Before turning himself in, veteran cartoonist Musa Kart told reporters outside Cumhuriyet’s offices that such means of pressure were not going to succeed in frightening people.

“This is a comical situation,” he said. “It is not possible for people with a conscience to accept this. You can’t explain this to the world. I am being detained solely for drawing caricatures.”

Cumhuriyet’s previous editor, Can Dundar, was jailed last year for publishing state secrets involving Turkey’s support for Syrian rebels. The case sparked censure from rights groups and Western governments worried about worsening human rights in Turkey under Erdogan.

Cumhuriyet said Dundar, who was freed in February and is now abroad, was one of those facing arrest.

“They are attacking ‘the last bastion’,” Dundar wrote on Twitter as news of the operation emerged. A month after the failed coup, Dundar told Reuters he feared the government would attempt to link him to the putsch.

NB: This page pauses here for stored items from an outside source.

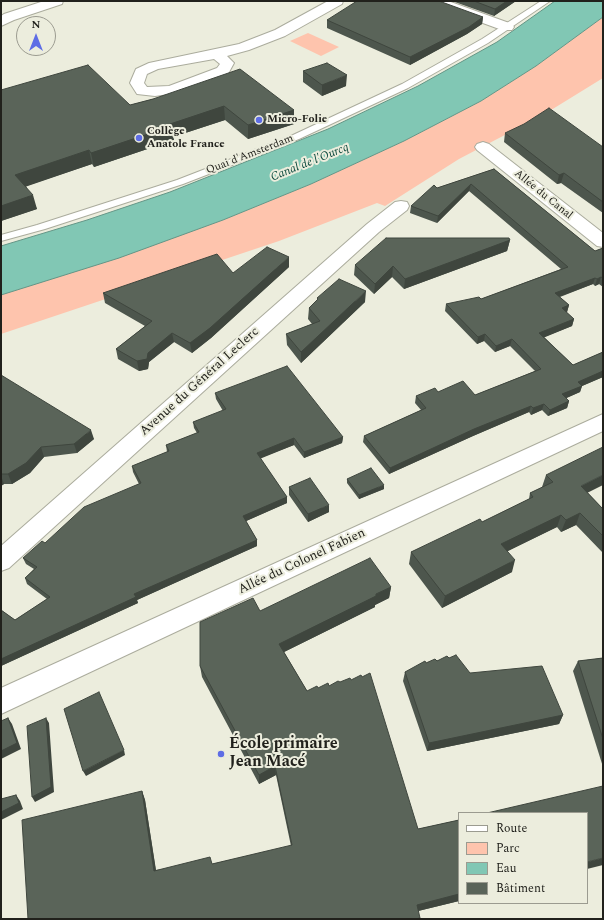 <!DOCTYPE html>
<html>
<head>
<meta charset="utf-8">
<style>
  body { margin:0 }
  #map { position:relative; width:604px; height:920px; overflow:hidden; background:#eceddd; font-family:Spectral,serif }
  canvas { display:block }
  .frame { position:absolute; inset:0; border:2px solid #21211c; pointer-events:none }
  .legend { position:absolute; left:458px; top:812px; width:130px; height:92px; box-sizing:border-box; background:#eceddd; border:1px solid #9b9b90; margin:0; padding:5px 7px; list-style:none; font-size:12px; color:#21211c }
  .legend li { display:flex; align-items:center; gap:8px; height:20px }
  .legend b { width:20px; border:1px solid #9b9b90 }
  .north { position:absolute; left:16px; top:16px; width:40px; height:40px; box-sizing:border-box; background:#eceddd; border:1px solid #9b9b90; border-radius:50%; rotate:0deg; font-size:11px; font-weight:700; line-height:16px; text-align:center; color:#21211c }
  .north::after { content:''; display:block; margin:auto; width:14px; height:18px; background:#5e6de5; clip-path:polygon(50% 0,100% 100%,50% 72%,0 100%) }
</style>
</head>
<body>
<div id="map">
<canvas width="604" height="920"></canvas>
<div class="frame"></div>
<ul class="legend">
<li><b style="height:5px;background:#fff"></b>Route</li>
<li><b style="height:11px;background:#fec4ad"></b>Parc</li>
<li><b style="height:11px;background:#81c7b4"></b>Eau</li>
<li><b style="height:11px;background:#5a6459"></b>Bâtiment</li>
</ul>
<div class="north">N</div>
</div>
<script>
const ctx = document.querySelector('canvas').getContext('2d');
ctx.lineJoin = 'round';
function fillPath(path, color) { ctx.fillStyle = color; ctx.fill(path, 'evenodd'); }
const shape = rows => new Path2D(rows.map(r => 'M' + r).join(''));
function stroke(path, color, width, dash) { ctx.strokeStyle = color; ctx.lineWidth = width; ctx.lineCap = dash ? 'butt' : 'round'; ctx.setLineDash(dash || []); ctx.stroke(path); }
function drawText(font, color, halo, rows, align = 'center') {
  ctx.font = font + ' Spectral,serif'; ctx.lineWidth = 4; ctx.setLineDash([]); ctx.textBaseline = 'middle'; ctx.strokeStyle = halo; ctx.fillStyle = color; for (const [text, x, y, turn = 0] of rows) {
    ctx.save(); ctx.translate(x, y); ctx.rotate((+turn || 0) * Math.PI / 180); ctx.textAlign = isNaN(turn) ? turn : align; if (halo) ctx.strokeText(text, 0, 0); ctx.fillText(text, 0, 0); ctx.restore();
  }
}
const green = shape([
  [603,17,603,78,543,115,459,159,385,206,377,203,279,241,1,334,1,295,223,220,311,184,404,141,481,101,536,66],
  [308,33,339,47,321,56,290,41]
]);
const water = shape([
  [555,1,603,1,603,17,536,66,481,101,404,141,311,184,223,220,119,258,1,295,1,246,87,220,170,192,328,129,418,86,497,42,555,1]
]);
const lane = shape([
  [541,1,550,1,488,43,408,88,299,139,183,184,45,229,1,241,1,235,37,225,177,180,293,135,402,84,482,39,541,1]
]);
const street = shape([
  [44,1,63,1,62,4,14,20,1,26,1,16,4,14,44,1],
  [328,1,343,1,342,4,285,36,249,50,227,56,234,63,228,74,176,93,155,96,137,94,130,83,136,69,149,63,239,44,275,30,328,1],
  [214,59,220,64,217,68,169,86,147,87,144,83,147,74,158,69,214,59],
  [430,1,448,1,512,24,514,27,512,30,502,30,431,4,430,1],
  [483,142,489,144,603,233,603,247,597,246,477,150,475,147,477,144,483,142],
  [401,201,407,202,409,206,407,210,379,232,9,568,1,571,1,546,367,224,395,202,401,201],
  [603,414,603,431,1,714,1,688,603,414]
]);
const wall = shape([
  [452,1,516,1,494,16],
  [483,17,482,24,467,34,410,65,327,28,327,20],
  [303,71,346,86,322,96,303,82],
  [1,90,130,105,153,99,294,110,294,124,248,139,225,120,173,137,174,140,94,167,92,164,26,186,37,209,1,221],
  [505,133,603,147,603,213,561,183,557,184,504,142],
  [494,169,595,251,603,248,603,287,599,284,595,286,593,284,560,297,569,305,567,312,566,312,574,319,572,326,544,337,573,365,603,352,603,377,582,386,580,392,566,398,569,401,567,408,548,416,542,410,531,415,529,412,473,436,389,474,363,442,364,436,421,410,415,403,416,396,438,392,475,395,535,371,510,346,495,352,484,341,477,344,445,311,446,304,481,299,561,269,469,191,437,223,410,213,411,206,437,188],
  [510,240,507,251,404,289,392,277,374,294,354,275,355,265],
  [289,267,211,338,192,353,174,342,149,362,148,369,139,371,118,359,116,349,145,326,105,303,103,293,233,273],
  [317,298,365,302,301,363,287,345,286,334,312,324,308,319,309,308,317,300],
  [1,375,94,439,77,453,44,457,30,473,12,484,4,484,1,486],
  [215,393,343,437,342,443,304,458,294,445,260,458,287,497,287,503,246,521,257,540,257,546,137,600,138,603,1,666,1,610,15,620,47,599,27,584,25,578,34,569,26,564,23,558,139,484,133,472,132,466,167,452,166,445,197,433,194,428,193,422,223,411,216,399],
  [546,475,588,493,603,509,603,553,576,525,561,532,557,527,507,551,512,572,442,608,409,564,411,552,482,522,529,499,530,493,543,487,542,487],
  [347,479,384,489,359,499,347,483],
  [289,487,329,512,308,522,289,495],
  [391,587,389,598,375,605,375,607,284,652,307,691,418,829,459,820,459,901,418,911,28,919,142,791,145,800,156,870,212,864,291,846,276,775,259,784,202,677,200,666,260,611],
  [449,658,470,673,563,715,559,724,427,751,403,681,405,672,426,663],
  [603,658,603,767,573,671,578,661]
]);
const shadedWall = shape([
  [507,1,516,1,494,16,495,9],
  [483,17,482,24,467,34,410,65,410,57],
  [347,75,346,86,322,96,322,85],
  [224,106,225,120,173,137,174,140,94,167,91,153,170,124],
  [294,110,294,124,248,139,248,125],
  [89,150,92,164,19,189,15,175],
  [564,173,561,183,557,184,559,175],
  [471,184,469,191,437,223,438,216],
  [33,195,37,209,1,221,1,206],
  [510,240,507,251,404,289,405,279],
  [289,257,289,267,211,338,192,353,190,343],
  [393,266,392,277,374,294,375,284],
  [601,277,599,284,595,286,597,279],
  [595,278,593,284,553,299,555,293],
  [366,291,365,302,301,363,301,352],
  [569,305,567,312,560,315,562,308],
  [574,319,572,326,538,340,539,333],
  [172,333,174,342,149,362,148,369,139,371,137,361],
  [485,334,484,341,477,344,478,337],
  [512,339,510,346,495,352,496,346],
  [603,371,603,377,582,386,580,392,560,401,562,394,578,382],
  [569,401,567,408,548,416,550,410],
  [544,404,542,410,531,415,533,408],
  [531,406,529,412,473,436,389,474,390,468,474,429],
  [91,430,94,439,77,453,74,444],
  [343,437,342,443,304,458,304,452],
  [294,438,294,445,257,460,257,453],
  [41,447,44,457,30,473,12,484,8,474],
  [603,475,603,485,577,498,581,486],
  [1,476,4,484,1,486],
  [384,485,384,489,359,499,359,495],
  [287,497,287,503,244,522,243,516],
  [329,505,329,512,308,522,308,514],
  [580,513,576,525,561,532,566,520],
  [561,515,557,527,498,556,501,544],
  [257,540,257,546,137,600,138,603,1,666,1,659,134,594],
  [515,560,512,572,442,608,445,596],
  [391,587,389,598,375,605,375,607,280,654,279,644],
  [563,715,559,724,427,751,429,743],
  [8,718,12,724,21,749,1,759,1,751],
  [46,718,49,723,54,792,35,802,32,797],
  [124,750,125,755,86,776,83,771],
  [275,766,276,775,259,784,259,775],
  [142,791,145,800,157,878,154,871],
  [16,795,20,801,23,809,1,820,1,812],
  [603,858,603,865,587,869,587,862],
  [459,894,459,901,414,912,417,905]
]);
const building = shape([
  [357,1,439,1,483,17,469,27,410,57,327,20,357,1],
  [474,1,507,1,495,9,474,1],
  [327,63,347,75,322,85,303,71,327,63],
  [88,65,130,105,153,99,240,69,294,110,248,125,224,106,170,124,172,126,91,153,89,150,15,175,33,195,1,206,1,90,88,65],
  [549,108,603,147,603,202,564,173,559,175,505,133,524,124,549,108],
  [494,169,595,251,603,248,603,278,601,277,597,279,595,278,555,293,569,305,562,308,574,319,539,333,573,365,603,352,603,371,578,382,582,386,562,394,569,401,550,410,544,404,533,408,531,406,474,429,390,468,364,436,426,408,416,396,435,388,438,392,463,381,475,395,541,369,512,339,496,346,485,334,478,337,446,304,479,297,481,299,568,267,471,184,438,216,411,206,434,185,437,188,494,169],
  [386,238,509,238,510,240,405,279,393,266,375,284,355,265,386,238],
  [267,247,289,257,210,328,190,343,172,333,148,353,147,359,137,361,116,349,152,321,103,293,217,254,233,273,267,247],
  [339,279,366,291,301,352,286,334,320,321,309,308,318,299,317,298,339,279],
  [287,366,343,437,304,452,294,438,257,453,287,497,243,516,257,540,134,594,136,597,1,659,1,610,15,620,50,597,25,578,37,567,23,558,42,541,45,543,84,507,141,483,132,466,169,451,166,445,199,432,193,422,226,409,215,393,287,366],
  [1,375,91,430,74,444,41,447,26,463,8,474,1,474,1,375],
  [603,447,603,475,581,486,603,509,603,536,580,513,566,520,561,515,501,544,515,560,445,596,411,552,480,519,482,522,533,497,530,493,553,482,546,475,603,447],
  [371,468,384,485,359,495,347,479,371,468],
  [310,478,329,505,308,514,289,487,310,478],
  [370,558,391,587,376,594,376,596,279,644,307,691,317,686,318,688,328,683,329,686,338,681,340,682,350,678,351,680,361,675,362,677,370,673,418,829,459,820,459,894,417,905,420,918,415,919,28,919,22,820,142,791,154,871,210,857,212,864,292,845,275,766,259,775,200,666,200,622,253,598,260,611,370,558],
  [456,655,470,673,542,666,563,715,429,743,405,672,425,661,426,663,435,659,437,661,447,656,449,658,456,655],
  [603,658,603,739,578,661,603,658],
  [99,692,124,750,83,771,64,709,99,692],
  [8,718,17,743,1,751,1,721,8,718],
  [46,718,51,787,32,797,27,726,46,718],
  [603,786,603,858,587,862,587,813,487,813,603,786],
  [16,795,19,803,1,812,1,799,16,795]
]);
const markers = [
  [259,120,4,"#5e6de5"],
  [139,138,4,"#5e6de5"],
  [221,754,4,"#5e6de5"]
];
const farPoinames = [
  ["Micro-Folie",267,120],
  ["Collège",147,132],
  ["Anatole France",147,145]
];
const farStreetnames = [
  ["Quai d'Amsterdam",250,155,-21],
  ["Allée du Canal",543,195,39]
];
const farWaternames = [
  ["Canal de l'Ourcq",310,163,-22]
];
const streetNames = [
  ["Avenue du Général Leclerc",200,382,-42],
  ["Allée du Colonel Fabien",302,562,-25]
];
const nearPoinames = [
  ["École primaire",229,745],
  ["Jean Macé",229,763]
];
fillPath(green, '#fec4ad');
fillPath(water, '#81c7b4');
stroke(water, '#649586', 1);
stroke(lane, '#abac9d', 2);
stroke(street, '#abac9d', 2);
fillPath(lane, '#fff');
fillPath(street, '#fff');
fillPath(wall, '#4d564d');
fillPath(shadedWall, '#3f463e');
fillPath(building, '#5a6459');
stroke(building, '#3f463e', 1);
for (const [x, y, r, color] of markers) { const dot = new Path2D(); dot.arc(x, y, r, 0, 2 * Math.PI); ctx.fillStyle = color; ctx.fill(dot); stroke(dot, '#eceddd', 1.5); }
drawText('bold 11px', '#21211c', '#eceddd', farPoinames, 'left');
drawText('11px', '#21211c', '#eceddd', farStreetnames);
drawText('italic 12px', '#09473b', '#eceddd', farWaternames);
drawText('13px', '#21211c', '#eceddd', streetNames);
drawText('bold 16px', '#21211c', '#eceddd', nearPoinames, 'left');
</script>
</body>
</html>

Opposition groups say the purges are being used to silence all dissent in Turkey, a NATO member which aspires to membership of the European Union.

Since the attempted coup, 170 newspapers, magazines, television stations and news agencies have been shut down, leaving 2,500 journalists unemployed, Turkey’s journalists’ association said in a statement protesting the detentions.

“This operation is a new coup against freedom of expression and of the press,” it said, adding that 105 journalists were in jail pending trial and the press cards of 777 journalists had been canceled.